Odes 1.9

Soracte

by Horace

An older man advises a young one to live for the moment and enjoy youth while it lasts. Over the first two stanzas, there are many contrasts and transitions: outside to in; cold to warmth; frozen to flowing; vast and uncontrollable nature to human scale, comfort and intimacy. The second half is a tribute to youth and love. Young Thaliarchus (real or imagined, his name is Greek) must enjoy them while he can. Mount Soracte is twenty-odd miles north of Rome. The poem is on the conventional theme of “carpe diem” (not only “seize” the day, but also “pluck” it like a flower).

Metre: Alcaic

See the blog post with a snow scene by Hiroshige here.

To listen, press play:

To scroll the original and English translation of the poem at the same time - tap inside one box to select it and then scroll.

Vides, ut alta stet nive candidum
Soracte, nec iam sustineant onus
silvae laborantes geluque
flumina constiterint acuto.

dissolve frigus ligna super foco
large reponens, atque benignius
deprome quadrimum Sabina,
o Thaliarche, merum diota.

permitte divis cetera, qui simul
stravere ventos aequore fervido
deproeliantes, nec cupressi
nec veteres agitantur orni.

quid sit futurum cras, fuge quaerere et,
quem Fors dierum cunque dabit, lucro
appone, nec dulces amores
sperne puer neque tu choreas,

donec virenti canities abest
morosa. Nunc et campus et areae
lenesque sub noctem susurri
composita repetentur hora,

nunc et latentis proditor intimo
gratus puellae risus ab angulo
pignusque dereptum lacertis
aut digito male pertinaci.

You see, how Soracte stands white with the deep snow,
and how the labouring woods can no longer bear their burden,
and the rivers have seized up with the sharp frost.

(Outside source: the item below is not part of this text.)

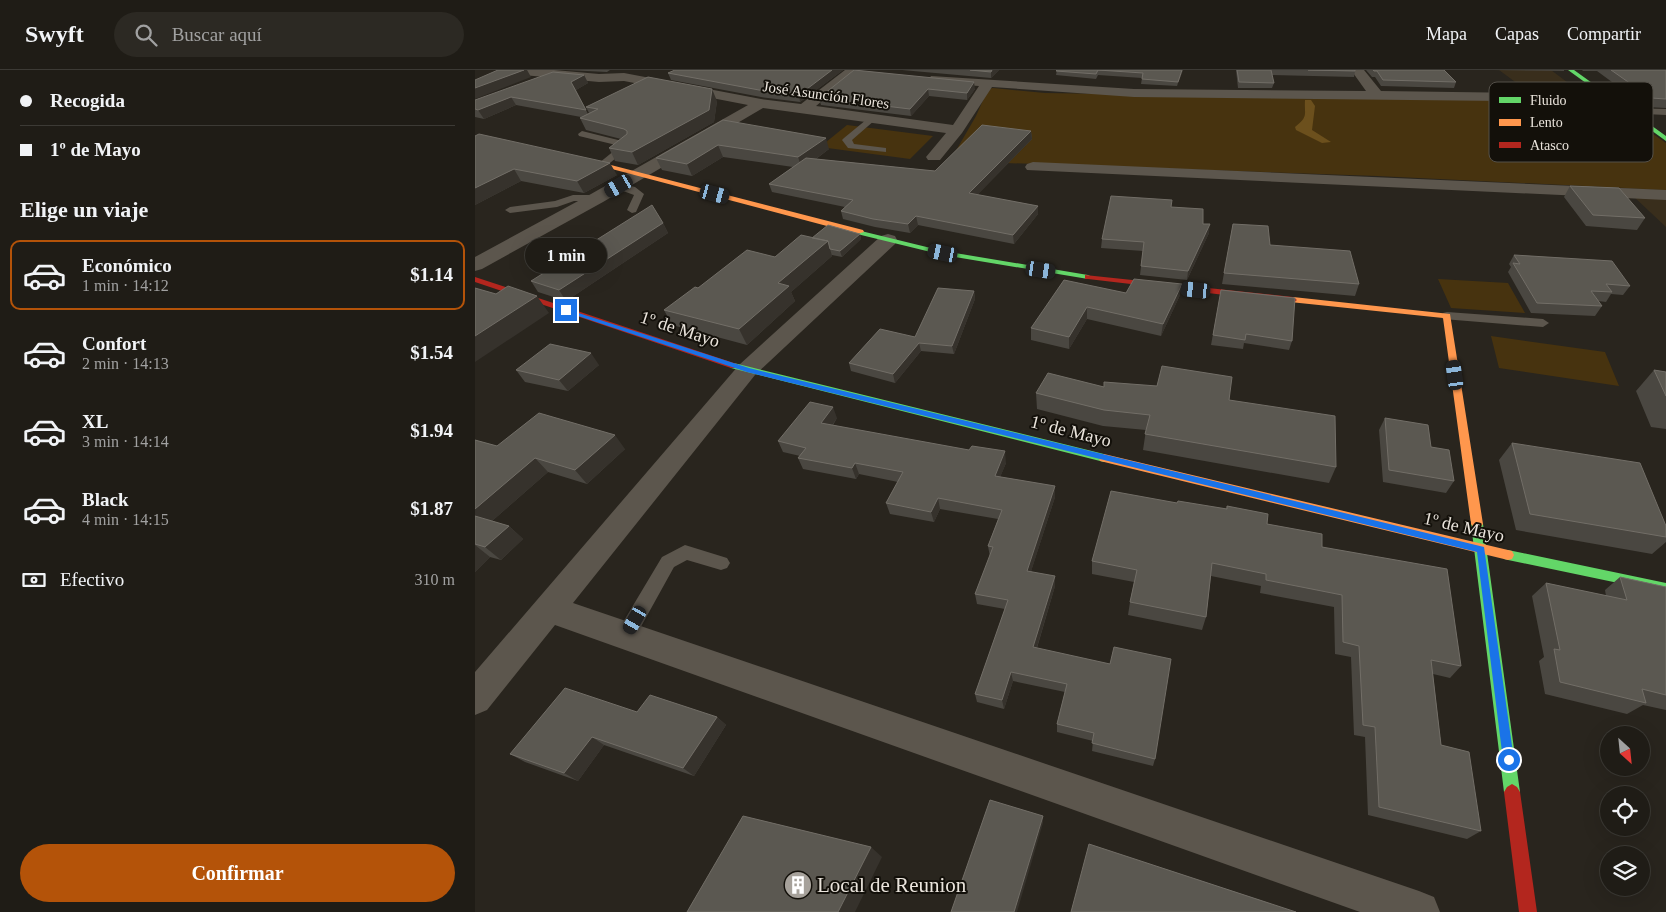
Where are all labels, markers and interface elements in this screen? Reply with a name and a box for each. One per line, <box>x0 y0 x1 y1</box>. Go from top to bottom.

Melt away the cold, piling more logs right across the hearth, pour the four-year wine more generously, Thaliarchus, from the two-eared Sabine jar.

Leave the rest to the gods, who all at once have calmed
the winds battling on the boiling sea, and the cypresses
and the ancient elms are tossed no longer.

What may be tomorrow, take care not to ask – whatever
kind of day Fortune brings, put it down as profit, and don’t
turn down sweet loves and dances while you are young,

while there are no grim grey hairs on you in your green
prime. Now the training ground and the town squares,
and gentle murmurs in the night at assignation time are
what you should be after,

and the welcome laughter of the hiding girl betraying her presence from her snug corner, and the token snatched from her shoulders or her ineffectually resisting finger.